→ Task goal
Please retype every entry below, keeping it exactly the same.

→ Data records
::::::::::

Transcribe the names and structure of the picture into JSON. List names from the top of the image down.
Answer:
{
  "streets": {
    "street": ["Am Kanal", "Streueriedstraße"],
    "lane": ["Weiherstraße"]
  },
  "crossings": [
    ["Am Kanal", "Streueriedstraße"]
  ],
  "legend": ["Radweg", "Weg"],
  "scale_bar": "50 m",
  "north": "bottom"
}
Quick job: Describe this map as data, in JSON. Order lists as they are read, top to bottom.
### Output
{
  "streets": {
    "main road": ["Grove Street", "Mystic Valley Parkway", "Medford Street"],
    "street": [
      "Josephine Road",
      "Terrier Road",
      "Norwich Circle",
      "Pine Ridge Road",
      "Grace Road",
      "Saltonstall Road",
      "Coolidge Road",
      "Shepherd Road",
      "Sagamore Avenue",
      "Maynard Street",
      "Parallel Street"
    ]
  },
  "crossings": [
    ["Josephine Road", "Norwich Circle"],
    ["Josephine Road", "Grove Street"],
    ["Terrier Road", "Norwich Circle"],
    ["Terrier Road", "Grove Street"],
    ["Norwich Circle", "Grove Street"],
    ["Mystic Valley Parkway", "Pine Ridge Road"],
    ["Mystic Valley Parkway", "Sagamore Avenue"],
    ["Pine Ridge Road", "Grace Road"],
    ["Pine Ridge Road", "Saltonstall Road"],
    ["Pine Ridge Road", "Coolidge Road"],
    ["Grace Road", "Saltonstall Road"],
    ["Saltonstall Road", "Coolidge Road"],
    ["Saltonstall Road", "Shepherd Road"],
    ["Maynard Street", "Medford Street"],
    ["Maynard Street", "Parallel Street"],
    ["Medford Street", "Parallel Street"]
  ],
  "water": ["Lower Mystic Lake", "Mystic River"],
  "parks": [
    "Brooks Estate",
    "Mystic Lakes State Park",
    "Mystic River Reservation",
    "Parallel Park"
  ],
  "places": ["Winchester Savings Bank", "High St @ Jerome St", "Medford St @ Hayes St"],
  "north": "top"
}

::::::::::

→ Result for this exercise
Transcribe the names and structure of the picture into JSON. List names from the top of the image down.
Answer:
{
  "streets": {
    "street": ["Am Kanal", "Streueriedstraße"],
    "lane": ["Weiherstraße"]
  },
  "crossings": [
    ["Am Kanal", "Streueriedstraße"]
  ],
  "legend": ["Radweg", "Weg"],
  "scale_bar": "50 m",
  "north": "bottom"
}
Quick job: Describe this map as data, in JSON. Order lists as they are read, top to bottom.
### Output
{
  "streets": {
    "main road": ["Grove Street", "Mystic Valley Parkway", "Medford Street"],
    "street": [
      "Josephine Road",
      "Terrier Road",
      "Norwich Circle",
      "Pine Ridge Road",
      "Grace Road",
      "Saltonstall Road",
      "Coolidge Road",
      "Shepherd Road",
      "Sagamore Avenue",
      "Maynard Street",
      "Parallel Street"
    ]
  },
  "crossings": [
    ["Josephine Road", "Norwich Circle"],
    ["Josephine Road", "Grove Street"],
    ["Terrier Road", "Norwich Circle"],
    ["Terrier Road", "Grove Street"],
    ["Norwich Circle", "Grove Street"],
    ["Mystic Valley Parkway", "Pine Ridge Road"],
    ["Mystic Valley Parkway", "Sagamore Avenue"],
    ["Pine Ridge Road", "Grace Road"],
    ["Pine Ridge Road", "Saltonstall Road"],
    ["Pine Ridge Road", "Coolidge Road"],
    ["Grace Road", "Saltonstall Road"],
    ["Saltonstall Road", "Coolidge Road"],
    ["Saltonstall Road", "Shepherd Road"],
    ["Maynard Street", "Medford Street"],
    ["Maynard Street", "Parallel Street"],
    ["Medford Street", "Parallel Street"]
  ],
  "water": ["Lower Mystic Lake", "Mystic River"],
  "parks": [
    "Brooks Estate",
    "Mystic Lakes State Park",
    "Mystic River Reservation",
    "Parallel Park"
  ],
  "places": ["Winchester Savings Bank", "High St @ Jerome St", "Medford St @ Hayes St"],
  "north": "top"
}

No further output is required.